Oops! The Feds Screwed Up 10 Years of Housing Data
It appears that the same clowns that make the climate models that don't match the evidence were putting the housing data together...
While the size of the revisions has waxed and waned somewhat over the years, the data shows a clear trend toward larger misstatements in the most recent data. In 2014 and 2015, all of the original reports understated the “Total Construction” value by a factor of 3.1 percent, on average. In the first ten months of 2015, that figure rose to 3.50 percent.
All 10 of the largest monthly revisions have occurred since June 2014, and each one of them was an understatement of the value of construction work put in place during that period.
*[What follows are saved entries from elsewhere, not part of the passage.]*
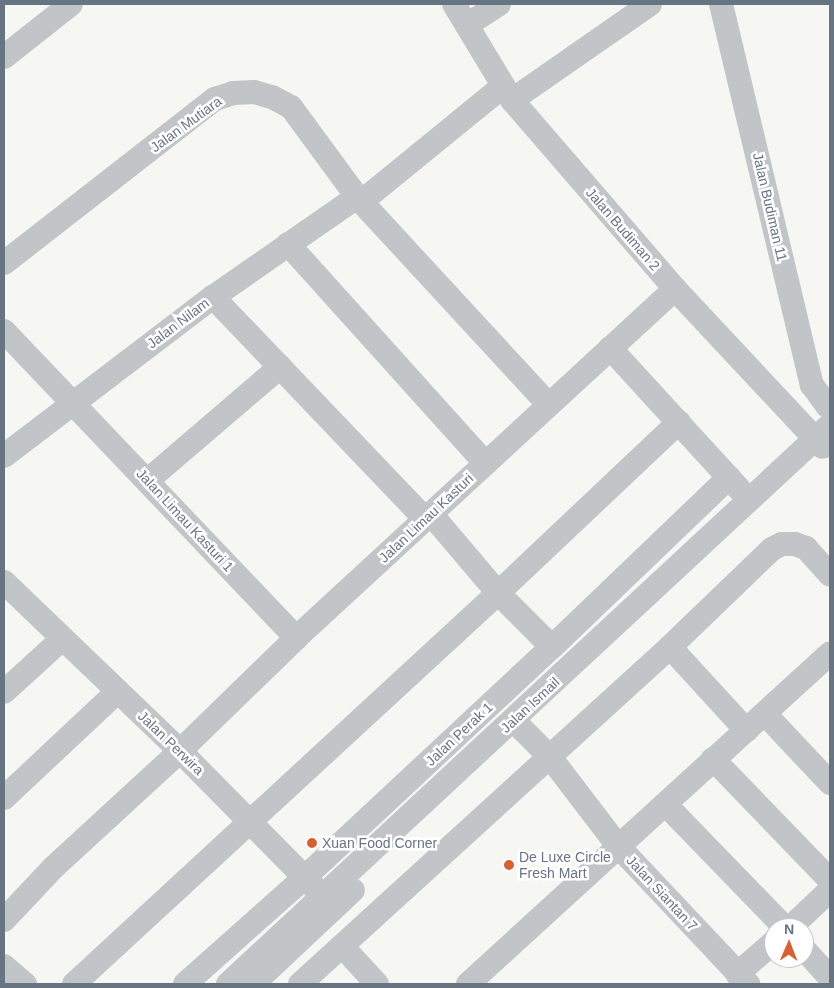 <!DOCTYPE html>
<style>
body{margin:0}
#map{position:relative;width:834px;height:988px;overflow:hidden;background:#f6f6f3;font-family:Arial,sans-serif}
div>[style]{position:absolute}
.minor>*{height:24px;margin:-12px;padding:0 12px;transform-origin:12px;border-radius:12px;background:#c1c5c8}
.dots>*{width:14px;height:14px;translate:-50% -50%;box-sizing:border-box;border:2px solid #fff;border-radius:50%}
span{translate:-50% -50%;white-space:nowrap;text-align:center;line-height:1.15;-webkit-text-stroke:5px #fff;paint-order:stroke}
.street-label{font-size:14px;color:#677482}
.poi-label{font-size:14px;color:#677482}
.left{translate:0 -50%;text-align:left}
.frame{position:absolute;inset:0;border:5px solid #677482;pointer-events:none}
.north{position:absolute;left:764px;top:918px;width:50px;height:50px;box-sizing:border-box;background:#fff;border:1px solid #c2c7cd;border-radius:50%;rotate:1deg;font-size:14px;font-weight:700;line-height:20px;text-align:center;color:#677482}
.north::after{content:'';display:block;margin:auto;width:18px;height:22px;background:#d56234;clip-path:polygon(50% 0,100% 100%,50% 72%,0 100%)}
</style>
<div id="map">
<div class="minor">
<i style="left:454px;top:4px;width:112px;rotate:58.9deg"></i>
<i style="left:512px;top:100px;width:250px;rotate:49.2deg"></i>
<i style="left:675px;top:289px;width:216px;rotate:46.9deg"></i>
<i style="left:721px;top:4px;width:392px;rotate:76.6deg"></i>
<i style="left:812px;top:385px;width:26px;rotate:54deg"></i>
<i style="left:467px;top:25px;width:38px;rotate:-33deg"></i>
<i style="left:4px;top:57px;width:85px;rotate:-38.3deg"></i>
<i style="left:512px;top:100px;width:168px;rotate:-34.8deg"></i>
<i style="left:361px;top:202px;width:183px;rotate:-39.2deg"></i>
<i style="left:288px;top:244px;width:295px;rotate:48deg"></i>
<i style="left:4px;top:263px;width:267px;rotate:-37.9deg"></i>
<i style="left:215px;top:99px;width:19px;rotate:-18deg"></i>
<i style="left:233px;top:93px;width:21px;rotate:-3deg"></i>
<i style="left:254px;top:92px;width:19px;rotate:16deg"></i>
<i style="left:272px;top:97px;width:21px;rotate:28deg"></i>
<i style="left:291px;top:107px;width:112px;rotate:53.7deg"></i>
<i style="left:357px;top:197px;width:282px;rotate:47.3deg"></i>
<i style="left:213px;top:297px;width:307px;rotate:46.3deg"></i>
<i style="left:4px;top:331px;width:424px;rotate:46.4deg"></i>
<i style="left:610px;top:348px;width:191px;rotate:47.5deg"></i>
<i style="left:4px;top:456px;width:263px;rotate:-37.3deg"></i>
<i style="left:213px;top:297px;width:175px;rotate:-34.8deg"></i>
<i style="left:148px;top:480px;width:174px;rotate:-40.6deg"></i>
<i style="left:431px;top:514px;width:104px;rotate:49.7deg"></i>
<i style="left:498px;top:593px;width:76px;rotate:45deg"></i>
<i style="left:4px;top:582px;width:244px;rotate:43.8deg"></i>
<i style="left:180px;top:751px;width:191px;rotate:45.4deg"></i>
<i style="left:670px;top:647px;width:113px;rotate:47.5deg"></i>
<i style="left:4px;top:692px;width:77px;rotate:-42.4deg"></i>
<i style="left:765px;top:714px;width:95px;rotate:46.7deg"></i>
<i style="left:513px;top:720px;width:52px;rotate:45deg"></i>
<i style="left:550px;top:757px;width:112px;rotate:52.6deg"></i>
<i style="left:618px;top:846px;width:190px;rotate:46.7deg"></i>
<i style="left:713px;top:759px;width:168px;rotate:46deg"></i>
<i style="left:4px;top:798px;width:155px;rotate:-43.2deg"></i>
<i style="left:666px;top:805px;width:171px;rotate:45.9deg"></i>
<i style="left:4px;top:920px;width:73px;rotate:-46.7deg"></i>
<i style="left:54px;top:867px;width:171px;rotate:-42.6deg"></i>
<i style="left:180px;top:751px;width:162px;rotate:-44.2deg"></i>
<i style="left:296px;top:638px;width:515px;rotate:-42.64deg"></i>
<i style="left:790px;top:928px;width:55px;rotate:-43.5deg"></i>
<i style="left:342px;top:946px;width:52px;rotate:47.4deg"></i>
<i style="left:804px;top:949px;width:39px;rotate:48deg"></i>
<i style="left:4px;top:966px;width:28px;rotate:41deg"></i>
<i style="left:737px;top:974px;width:49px;rotate:-40.9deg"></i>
<i style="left:74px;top:984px;width:577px;rotate:-42.68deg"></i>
<i style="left:498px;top:593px;width:249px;rotate:-43.4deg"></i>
<i style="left:185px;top:984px;width:159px;rotate:-41.7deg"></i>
<i style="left:304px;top:878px;width:339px;rotate:-43deg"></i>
<i style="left:552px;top:647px;width:245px;rotate:-43.8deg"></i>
<i style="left:228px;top:984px;width:822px;rotate:-42.88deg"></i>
<i style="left:253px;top:984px;width:137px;rotate:-43.2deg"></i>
<i style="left:300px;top:984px;width:500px;rotate:-42.33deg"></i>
<i style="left:670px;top:647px;width:141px;rotate:-43.9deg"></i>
<i style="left:772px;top:549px;width:11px;rotate:-27deg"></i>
<i style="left:782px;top:544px;width:13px"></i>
<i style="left:795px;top:544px;width:12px;rotate:20deg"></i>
<i style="left:806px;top:548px;width:36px;rotate:48deg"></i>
<i style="left:468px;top:984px;width:490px;rotate:-42.4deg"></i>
</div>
<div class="dots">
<i style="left:312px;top:843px;background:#d56234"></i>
<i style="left:509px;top:865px;background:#d56234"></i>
</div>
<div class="street-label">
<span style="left:186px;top:124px;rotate:-36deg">Jalan Mutiara</span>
<span style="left:770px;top:207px;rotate:77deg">Jalan Budiman 11</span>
<span style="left:623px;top:229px;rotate:49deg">Jalan Budiman 2</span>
<span style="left:178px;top:323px;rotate:-37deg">Jalan Nilam</span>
<span style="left:426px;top:518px;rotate:-43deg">Jalan Limau Kasturi</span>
<span style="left:185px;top:520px;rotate:47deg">Jalan Limau Kasturi 1</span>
<span style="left:530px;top:705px;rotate:-43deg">Jalan Ismail</span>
<span style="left:459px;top:734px;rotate:-43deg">Jalan Perak 1</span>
<span style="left:171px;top:743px;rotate:44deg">Jalan Perwira</span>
<span style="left:662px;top:893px;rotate:47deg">Jalan Siantan 7</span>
</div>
<div class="poi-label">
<span class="left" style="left:322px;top:843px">Xuan Food Corner</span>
<span class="left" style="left:519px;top:865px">De Luxe Circle<br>Fresh Mart</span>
</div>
<div class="frame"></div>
<div class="north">N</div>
</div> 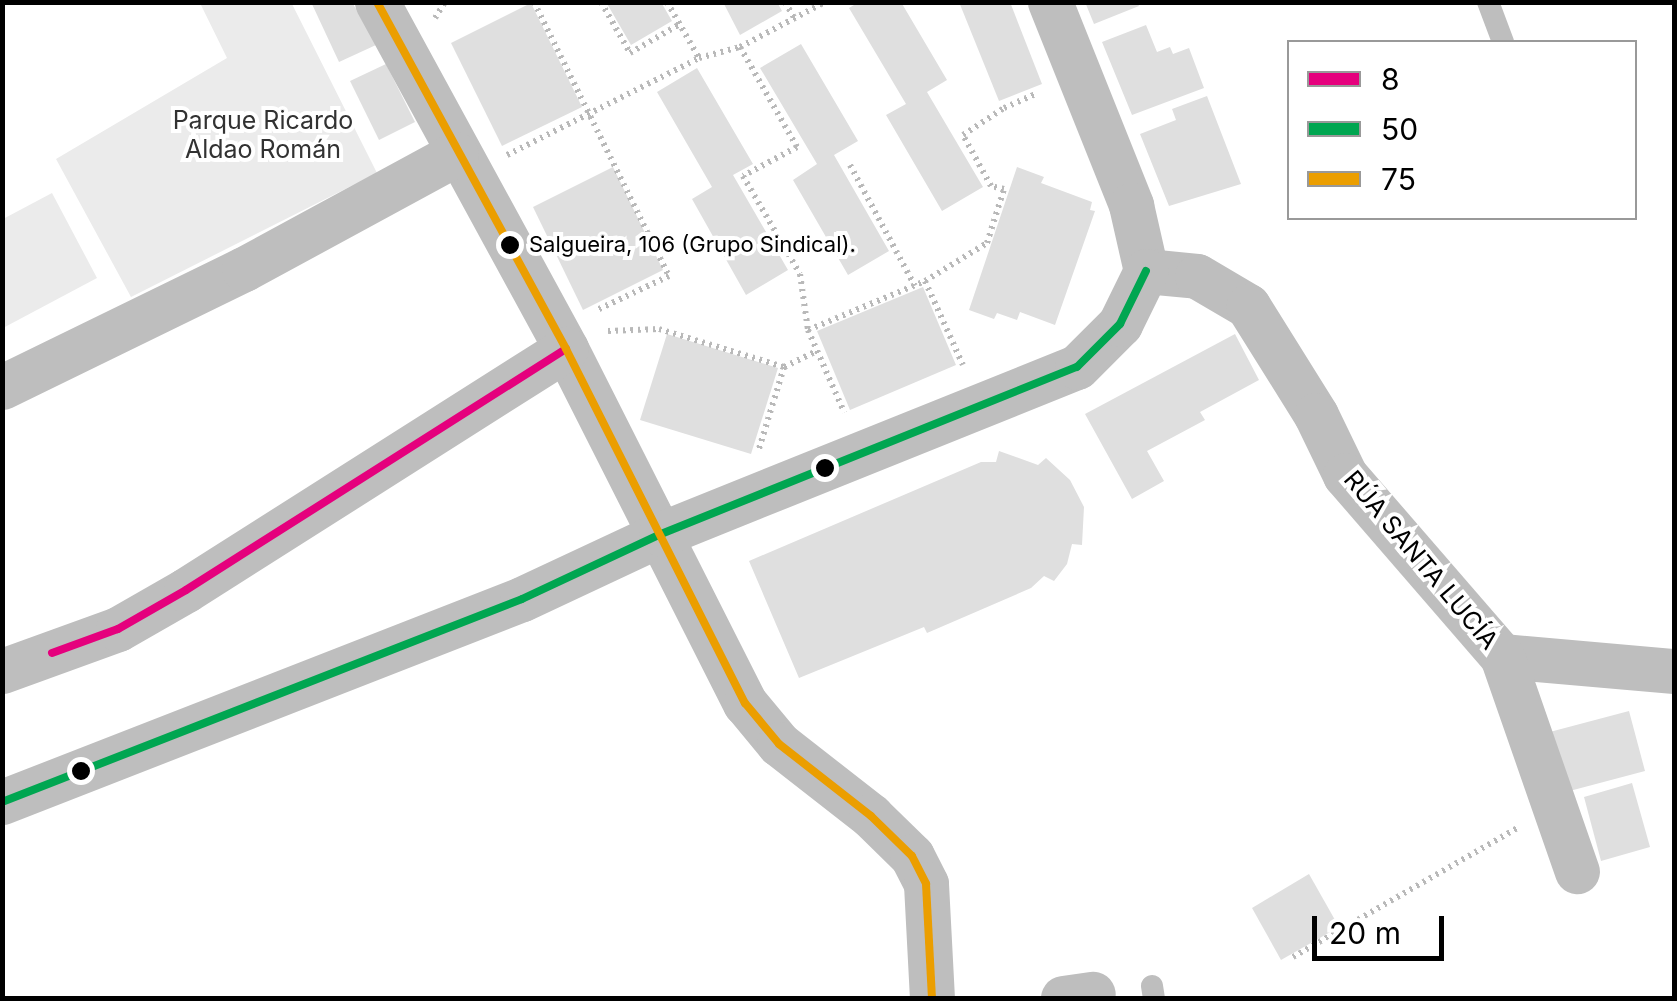 <!DOCTYPE html>
<meta charset="utf-8">
<style>
body{margin:0}
#map{position:relative;width:1677px;height:1001px;overflow:hidden;background:#fff;font-family:Inter,sans-serif}
div>[style]{position:absolute}
[style*='--x']{left:calc(var(--x)*1px);top:calc(var(--y)*1px);width:calc(var(--w)*1px);rotate:calc(var(--a)*1deg)}
.green>*{inset:0;background:#ebebeb}
.building>*{inset:0;background:#dfdfdf}
.path>*{height:6px;margin-top:-3px;transform-origin:0;background:repeating-linear-gradient(90deg,#b9b9b9 0 2.5px,transparent 0 7.5px)}
.service>*{height:22px;margin:-11px;padding:0 11px;transform-origin:11px;border-radius:11px;background:#bebebe}
.minor>*{height:45px;margin:-22.5px;padding:0 22.5px;transform-origin:22.5px;border-radius:22.5px;background:#bebebe}
.bus-1>*{height:8px;margin:-4px;padding:0 4px;transform-origin:4px;border-radius:4px;background:#e5007d}
.bus-2>*{height:8px;margin:-4px;padding:0 4px;transform-origin:4px;border-radius:4px;background:#00a651}
.bus-3>*{height:8px;margin:-4px;padding:0 4px;transform-origin:4px;border-radius:4px;background:#eb9e00}
.dots>*{width:28px;height:28px;translate:-50% -50%;box-sizing:border-box;border:5px solid #fff;border-radius:50%}
span{translate:-50% -50%;white-space:nowrap;text-align:center;line-height:1.15;-webkit-text-stroke:8px #fff;paint-order:stroke}
.bus-label{font-size:22px;color:#000}
.left{translate:0 -50%;text-align:left}
.park-label{font-size:25px;color:#323232}
.street-label{font-size:25px;color:#000}
.frame{position:absolute;inset:0;border:5px solid #000;pointer-events:none}
.legend{position:absolute;left:1287px;top:40px;width:350px;height:180px;box-sizing:border-box;background:#fff;border:2px solid #999;margin:0;padding:12px 18px;list-style:none;font-size:30px;color:#000}
.legend li{display:flex;align-items:center;gap:20px;height:50px}
.legend b{width:50px;border:2px solid #999}
.scale{position:absolute;left:1312px;top:916px;width:132px;height:45px;box-sizing:border-box;border:5px solid #000;border-top:0;padding-left:12px;font-size:30px;line-height:35px;white-space:nowrap;color:#000;-webkit-text-stroke:8px #fff;paint-order:stroke}
</style>
<div id="map">
<div class="green">
<div style="clip-path:polygon(291px 2px,377px 173px,131px 297px,56px 159px,227px 58px,200px 3px)"></div>
<div style="clip-path:polygon(52px 193px,97px 278px,3px 328px,3px 219px)"></div>
</div>
<div class="building">
<div style="clip-path:polygon(311px 2px,352px 2px,376px 45px,339px 62px)"></div>
<div style="clip-path:polygon(606px 2px,661px 2px,672px 21px,631px 45px)"></div>
<div style="clip-path:polygon(723px 2px,777px 2px,782px 11px,740px 35px)"></div>
<div style="clip-path:polygon(859px 2px,901px 2px,947px 80px,927px 92px,983px 187px,942px 211px,886px 115px,906px 104px,849px 8px)"></div>
<div style="clip-path:polygon(959px 2px,1010px 2px,1042px 84px,999px 101px)"></div>
<div style="clip-path:polygon(1085px 2px,1137px 2px,1139px 6px,1094px 24px)"></div>
<div style="clip-path:polygon(531px 3px,582px 107px,502px 146px,451px 43px)"></div>
<div style="clip-path:polygon(1146px 25px,1157px 52px,1170px 47px,1173px 54px,1189px 48px,1204px 88px,1132px 115px,1102px 42px)"></div>
<div style="clip-path:polygon(801px 44px,858px 141px,834px 155px,889px 251px,848px 275px,793px 180px,817px 164px,760px 68px)"></div>
<div style="clip-path:polygon(386px 64px,415px 122px,379px 140px,350px 81px)"></div>
<div style="clip-path:polygon(697px 68px,753px 164px,733px 175px,788px 270px,746px 295px,692px 199px,712px 187px,657px 92px)"></div>
<div style="clip-path:polygon(1207px 96px,1241px 184px,1169px 206px,1140px 134px,1176px 120px,1172px 109px)"></div>
<div style="clip-path:polygon(613px 167px,663px 270px,583px 310px,533px 207px)"></div>
<div style="clip-path:polygon(1017px 167px,1044px 177px,1041px 183px,1092px 202px,1090px 210px,1095px 211px,1055px 325px,1020px 312px,1017px 320px,997px 313px,994px 319px,969px 310px)"></div>
<div style="clip-path:polygon(923px 287px,956px 365px,850px 410px,817px 331px)"></div>
<div style="clip-path:polygon(667px 334px,778px 368px,751px 454px,640px 420px)"></div>
<div style="clip-path:polygon(1235px 334px,1259px 380px,1200px 412px,1205px 420px,1147px 451px,1164px 481px,1132px 499px,1085px 414px)"></div>
<div style="clip-path:polygon(999px 451px,1038px 465px,1046px 458px,1070px 480px,1084px 507px,1082px 545px,1072px 544px,1067px 564px,1054px 581px,1044px 576px,1031px 588px,927px 633px,924px 627px,799px 678px,749px 561px,981px 462px,996px 462px)"></div>
<div style="clip-path:polygon(1629px 711px,1645px 771px,1562px 793px,1546px 733px)"></div>
<div style="clip-path:polygon(1632px 783px,1650px 847px,1601px 861px,1584px 797px)"></div>
<div style="clip-path:polygon(1309px 874px,1339px 927px,1281px 960px,1252px 908px)"></div>
</div>
<div class="path">
<div style="--x:534;--y:2;--w:305;--a:63.8"></div>
<div style="--x:669;--y:276;--w:82;--a:154.7"></div>
<div style="--x:601;--y:2;--w:59;--a:60.4"></div>
<div style="--x:630;--y:53;--w:58;--a:-30.1"></div>
<div style="--x:667;--y:2;--w:64;--a:60.3"></div>
<div style="--x:785;--y:2;--w:20;--a:60"></div>
<div style="--x:435;--y:18;--w:19;--a:-58"></div>
<div style="--x:740;--y:47;--w:115;--a:60.3"></div>
<div style="--x:797;--y:147;--w:61;--a:151.8"></div>
<div style="--x:743;--y:176;--w:113;--a:59.8"></div>
<div style="--x:800;--y:274;--w:57;--a:81.9"></div>
<div style="--x:808;--y:330;--w:90;--a:66.3"></div>
<div style="--x:507;--y:155;--w:215;--a:-26.8"></div>
<div style="--x:699;--y:58;--w:42;--a:-15"></div>
<div style="--x:740;--y:47;--w:96;--a:-27.9"></div>
<div style="--x:850;--y:165;--w:137;--a:61.8"></div>
<div style="--x:925;--y:281;--w:92;--a:65.7"></div>
<div style="--x:808;--y:330;--w:127;--a:-22.7"></div>
<div style="--x:925;--y:281;--w:73;--a:-31.5"></div>
<div style="--x:987;--y:243;--w:57;--a:-72.5"></div>
<div style="--x:1004;--y:189;--w:13;--a:-167"></div>
<div style="--x:991;--y:186;--w:58;--a:-118.8"></div>
<div style="--x:963;--y:135;--w:49;--a:-33.4"></div>
<div style="--x:1004;--y:108;--w:37;--a:-24"></div>
<div style="--x:608;--y:331;--w:51;--a:-2.2"></div>
<div style="--x:659;--y:329;--w:131;--a:16.9"></div>
<div style="--x:784;--y:367;--w:86;--a:107"></div>
<div style="--x:784;--y:367;--w:37;--a:-26"></div>
<div style="--x:1293;--y:957;--w:258;--a:-29.9"></div>
</div>
<div class="service">
<div style="--x:1488;--y:2;--w:43;--a:69.4"></div>
<div style="--x:1152;--y:986;--w:12;--a:81"></div>
</div>
<div class="minor">
<div style="--x:377;--y:2;--w:395;--a:61.4"></div>
<div style="--x:566;--y:349;--w:397;--a:63.2"></div>
<div style="--x:745;--y:703;--w:53;--a:50.3"></div>
<div style="--x:779;--y:744;--w:117;--a:38"></div>
<div style="--x:871;--y:816;--w:57;--a:44.3"></div>
<div style="--x:912;--y:856;--w:31;--a:63"></div>
<div style="--x:926;--y:884;--w:114;--a:87"></div>
<div style="--x:1050;--y:2;--w:219;--a:68.2"></div>
<div style="--x:1131;--y:205;--w:68;--a:77.2"></div>
<div style="--x:1146;--y:271;--w:51;--a:5.6"></div>
<div style="--x:1197;--y:276;--w:59;--a:30.5"></div>
<div style="--x:1248;--y:306;--w:128;--a:58"></div>
<div style="--x:1316;--y:415;--w:67;--a:64.2"></div>
<div style="--x:1345;--y:475;--w:240;--a:49.1"></div>
<div style="--x:1502;--y:656;--w:173;--a:5"></div>
<div style="--x:2;--y:387;--w:269;--a:-26"></div>
<div style="--x:244;--y:269;--w:241;--a:-28.5"></div>
<div style="--x:1502;--y:656;--w:228;--a:70.8"></div>
<div style="--x:2;--y:671;--w:123;--a:-19.9"></div>
<div style="--x:118;--y:629;--w:78;--a:-29.8"></div>
<div style="--x:186;--y:590;--w:450;--a:-32.4"></div>
<div style="--x:2;--y:802;--w:558;--a:-21.32"></div>
<div style="--x:522;--y:599;--w:153;--a:-25.1"></div>
<div style="--x:661;--y:534;--w:448;--a:-21.9"></div>
<div style="--x:1077;--y:367;--w:61;--a:-45"></div>
<div style="--x:1120;--y:324;--w:59;--a:-63.9"></div>
<div style="--x:1063;--y:998;--w:30;--a:-8"></div>
</div>
<div class="bus-1">
<div style="--x:52;--y:653;--w:70;--a:-20"></div>
<div style="--x:118;--y:629;--w:78;--a:-29.8"></div>
<div style="--x:186;--y:590;--w:450;--a:-32.4"></div>
</div>
<div class="bus-2">
<div style="--x:2;--y:802;--w:558;--a:-21.32"></div>
<div style="--x:522;--y:599;--w:153;--a:-25.1"></div>
<div style="--x:661;--y:534;--w:448;--a:-21.9"></div>
<div style="--x:1077;--y:367;--w:61;--a:-45"></div>
<div style="--x:1120;--y:324;--w:59;--a:-63.9"></div>
</div>
<div class="bus-3">
<div style="--x:377;--y:2;--w:395;--a:61.4"></div>
<div style="--x:566;--y:349;--w:397;--a:63.2"></div>
<div style="--x:745;--y:703;--w:53;--a:50.3"></div>
<div style="--x:779;--y:744;--w:117;--a:38"></div>
<div style="--x:871;--y:816;--w:57;--a:44.3"></div>
<div style="--x:912;--y:856;--w:31;--a:63"></div>
<div style="--x:926;--y:884;--w:114;--a:87"></div>
</div>
<div class="dots">
<div style="left:510px;top:245px;background:#000"></div>
<div style="left:825px;top:468px;background:#000"></div>
<div style="left:81px;top:771px;background:#000"></div>
</div>
<div class="bus-label">
<span class="left" style="left:529px;top:245px">Salgueira, 106 (Grupo Sindical).</span>
</div>
<div class="park-label">
<span style="left:263px;top:135px">Parque Ricardo<br>Aldao Román</span>
</div>
<div class="street-label">
<span style="left:1421px;top:560px;rotate:50deg">RÚA SANTA LUCÍA</span>
</div>
<div class="frame"></div>
<ul class="legend">
<li><b style="height:12px;background:#e5007d"></b>8</li>
<li><b style="height:12px;background:#00a651"></b>50</li>
<li><b style="height:12px;background:#eb9e00"></b>75</li>
</ul>
<div class="scale">20 m</div>
</div>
However, while the reports may have been understating the net increase in construction spending, with the revisions taken into account, they were overstating the rate of change on a month-over-month basis – a factor that economists, analysts, and Fed watchers arguably pay more attention to than the absolute figures.
In the first ten months of this year, for example the originally published numbers suggested that total construction put in place value was increasing at a month-over-month average of 1.14 percent. The adjusted figures show a considerably weaker average rate of .89 percent.
It won’t be known for some time, if ever, how large a role these particular figures played in the Fed’s decision to begin raising interest rates from the near-zero level where they have been for years. However, to whatever extent they played a part, it was a somewhat misleading one.